RAÍZES E NÉVOAS DA GLOBALIZAÇÃO

Edvaldo Carvalho Alves (1)



BAUMAN, Sygmunt. Globalização: as conseqüências humanas. Rio de Janeiro: Jorge Zahar, 1999.



Sygmunt Bauman é professor emérito de sociologia das Universidades de Leeds e Varsóvia e possuidor de uma vasta produção intelectual em pleno andamento. Aqui no Brasil, as principais obras de Bauman já traduzidas são: O mal-estar da pós-modernidade, Modernidade e holocausto e Globalização: as conseqüências humanas. Todas editadas pela Jorge Zahar Editora.

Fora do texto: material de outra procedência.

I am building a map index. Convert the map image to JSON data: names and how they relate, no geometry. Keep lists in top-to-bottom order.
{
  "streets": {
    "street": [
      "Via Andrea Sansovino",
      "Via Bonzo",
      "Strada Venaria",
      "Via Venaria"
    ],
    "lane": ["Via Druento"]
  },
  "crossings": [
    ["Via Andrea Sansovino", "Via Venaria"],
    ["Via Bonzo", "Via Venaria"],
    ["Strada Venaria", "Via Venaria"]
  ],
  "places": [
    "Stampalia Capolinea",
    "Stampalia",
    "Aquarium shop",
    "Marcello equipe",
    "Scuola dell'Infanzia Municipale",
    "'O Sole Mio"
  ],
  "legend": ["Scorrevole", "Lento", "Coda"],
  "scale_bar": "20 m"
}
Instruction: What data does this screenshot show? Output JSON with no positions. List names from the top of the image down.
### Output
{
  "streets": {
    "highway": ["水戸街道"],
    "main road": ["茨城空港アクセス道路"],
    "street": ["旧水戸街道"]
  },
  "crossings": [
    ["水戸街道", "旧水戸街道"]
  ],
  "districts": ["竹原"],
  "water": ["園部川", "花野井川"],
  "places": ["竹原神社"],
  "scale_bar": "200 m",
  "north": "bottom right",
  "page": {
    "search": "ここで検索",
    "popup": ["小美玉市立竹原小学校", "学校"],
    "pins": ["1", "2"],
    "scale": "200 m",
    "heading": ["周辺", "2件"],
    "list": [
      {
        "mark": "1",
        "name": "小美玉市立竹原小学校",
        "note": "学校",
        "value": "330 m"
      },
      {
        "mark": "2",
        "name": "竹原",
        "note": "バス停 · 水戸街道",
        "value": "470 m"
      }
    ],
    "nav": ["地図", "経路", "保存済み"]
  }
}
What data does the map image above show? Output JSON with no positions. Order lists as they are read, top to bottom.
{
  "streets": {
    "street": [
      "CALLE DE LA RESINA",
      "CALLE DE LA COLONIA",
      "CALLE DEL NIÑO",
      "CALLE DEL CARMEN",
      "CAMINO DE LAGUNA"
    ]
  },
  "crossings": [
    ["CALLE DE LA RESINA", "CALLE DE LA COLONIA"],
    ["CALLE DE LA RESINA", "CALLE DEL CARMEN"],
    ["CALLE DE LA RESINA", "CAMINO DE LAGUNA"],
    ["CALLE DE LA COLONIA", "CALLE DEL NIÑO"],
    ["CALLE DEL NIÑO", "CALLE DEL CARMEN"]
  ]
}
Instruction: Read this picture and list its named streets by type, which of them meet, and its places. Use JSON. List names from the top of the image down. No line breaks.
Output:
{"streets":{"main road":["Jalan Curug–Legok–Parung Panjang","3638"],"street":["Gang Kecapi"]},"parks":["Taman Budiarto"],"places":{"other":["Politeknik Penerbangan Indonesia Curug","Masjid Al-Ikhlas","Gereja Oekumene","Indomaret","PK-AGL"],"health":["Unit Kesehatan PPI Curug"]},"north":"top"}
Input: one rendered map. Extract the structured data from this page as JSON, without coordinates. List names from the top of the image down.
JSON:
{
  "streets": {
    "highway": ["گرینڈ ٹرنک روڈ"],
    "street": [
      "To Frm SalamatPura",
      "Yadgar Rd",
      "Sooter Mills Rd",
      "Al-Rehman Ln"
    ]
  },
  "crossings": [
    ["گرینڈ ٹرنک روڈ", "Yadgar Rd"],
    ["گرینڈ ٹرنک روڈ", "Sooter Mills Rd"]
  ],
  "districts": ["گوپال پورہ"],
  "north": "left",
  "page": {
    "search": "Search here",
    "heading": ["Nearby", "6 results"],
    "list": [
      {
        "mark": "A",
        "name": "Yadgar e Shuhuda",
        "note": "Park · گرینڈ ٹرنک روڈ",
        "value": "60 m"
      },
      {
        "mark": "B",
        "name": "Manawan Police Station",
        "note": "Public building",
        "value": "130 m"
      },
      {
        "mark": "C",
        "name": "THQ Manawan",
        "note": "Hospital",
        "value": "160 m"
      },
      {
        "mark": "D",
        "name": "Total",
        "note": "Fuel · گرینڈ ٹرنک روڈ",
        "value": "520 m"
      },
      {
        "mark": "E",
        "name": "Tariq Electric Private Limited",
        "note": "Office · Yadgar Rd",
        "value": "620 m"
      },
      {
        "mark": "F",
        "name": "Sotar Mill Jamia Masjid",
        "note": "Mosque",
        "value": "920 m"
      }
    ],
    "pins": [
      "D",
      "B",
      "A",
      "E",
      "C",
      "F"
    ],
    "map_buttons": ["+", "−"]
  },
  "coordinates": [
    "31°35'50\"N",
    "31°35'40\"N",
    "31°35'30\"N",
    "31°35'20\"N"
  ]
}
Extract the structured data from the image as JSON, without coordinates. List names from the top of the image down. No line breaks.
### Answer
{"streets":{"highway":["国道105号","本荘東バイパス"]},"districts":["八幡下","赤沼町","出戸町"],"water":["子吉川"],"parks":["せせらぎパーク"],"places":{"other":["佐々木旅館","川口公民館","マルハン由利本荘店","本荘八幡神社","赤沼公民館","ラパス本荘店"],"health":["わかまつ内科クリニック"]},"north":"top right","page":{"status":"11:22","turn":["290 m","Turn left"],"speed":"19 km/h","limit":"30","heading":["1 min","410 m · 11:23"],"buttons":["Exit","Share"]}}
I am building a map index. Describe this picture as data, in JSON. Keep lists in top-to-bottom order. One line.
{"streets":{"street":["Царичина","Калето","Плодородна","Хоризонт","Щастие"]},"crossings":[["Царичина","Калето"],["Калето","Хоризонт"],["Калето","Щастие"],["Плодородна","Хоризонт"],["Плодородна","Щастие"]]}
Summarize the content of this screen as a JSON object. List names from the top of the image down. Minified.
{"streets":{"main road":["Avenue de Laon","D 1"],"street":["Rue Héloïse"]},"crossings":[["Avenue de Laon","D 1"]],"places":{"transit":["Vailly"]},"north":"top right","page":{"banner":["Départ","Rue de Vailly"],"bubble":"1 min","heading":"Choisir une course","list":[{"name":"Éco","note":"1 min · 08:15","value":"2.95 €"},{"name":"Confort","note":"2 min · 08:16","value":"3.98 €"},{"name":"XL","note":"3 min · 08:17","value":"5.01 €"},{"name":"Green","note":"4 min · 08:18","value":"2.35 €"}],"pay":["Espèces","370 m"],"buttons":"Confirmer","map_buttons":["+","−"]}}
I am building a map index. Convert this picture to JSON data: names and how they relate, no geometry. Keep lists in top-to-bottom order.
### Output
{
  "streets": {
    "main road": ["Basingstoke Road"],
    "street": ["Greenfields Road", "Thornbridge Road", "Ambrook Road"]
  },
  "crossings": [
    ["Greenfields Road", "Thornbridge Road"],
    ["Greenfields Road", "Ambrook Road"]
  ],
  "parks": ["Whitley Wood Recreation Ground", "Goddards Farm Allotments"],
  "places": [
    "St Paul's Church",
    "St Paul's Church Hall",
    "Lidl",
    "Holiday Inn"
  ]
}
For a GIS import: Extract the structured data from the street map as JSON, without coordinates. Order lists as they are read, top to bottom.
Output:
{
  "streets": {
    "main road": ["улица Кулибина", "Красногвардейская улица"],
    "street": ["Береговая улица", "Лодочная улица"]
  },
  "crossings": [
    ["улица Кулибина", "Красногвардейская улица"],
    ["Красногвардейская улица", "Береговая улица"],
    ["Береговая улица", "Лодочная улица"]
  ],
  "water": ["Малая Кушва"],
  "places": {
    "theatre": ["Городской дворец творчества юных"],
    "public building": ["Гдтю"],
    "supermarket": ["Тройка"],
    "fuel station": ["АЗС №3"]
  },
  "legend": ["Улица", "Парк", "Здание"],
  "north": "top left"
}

Neste último livro, como o próprio nome já sugere, Bauman busca desmitificar o "mito" em que se transformou o conceito de globalização, trazendo à tona as catastróficas conseqüências que este processo está operando principalmente na base da atual sociedade, ou seja, nas camadas mais pobres da população. Nas suas palavras, o presente livro é "uma tentativa de mostrar que no fenômeno da globalização há mais coisas do que pode o olho apreender; revelando as raízes e conseqüências sociais do processo de globalização, ele tentará dissipar um pouco da névoa que cerca esse termo que pretende trazer clareza à condição humana" (p. 7).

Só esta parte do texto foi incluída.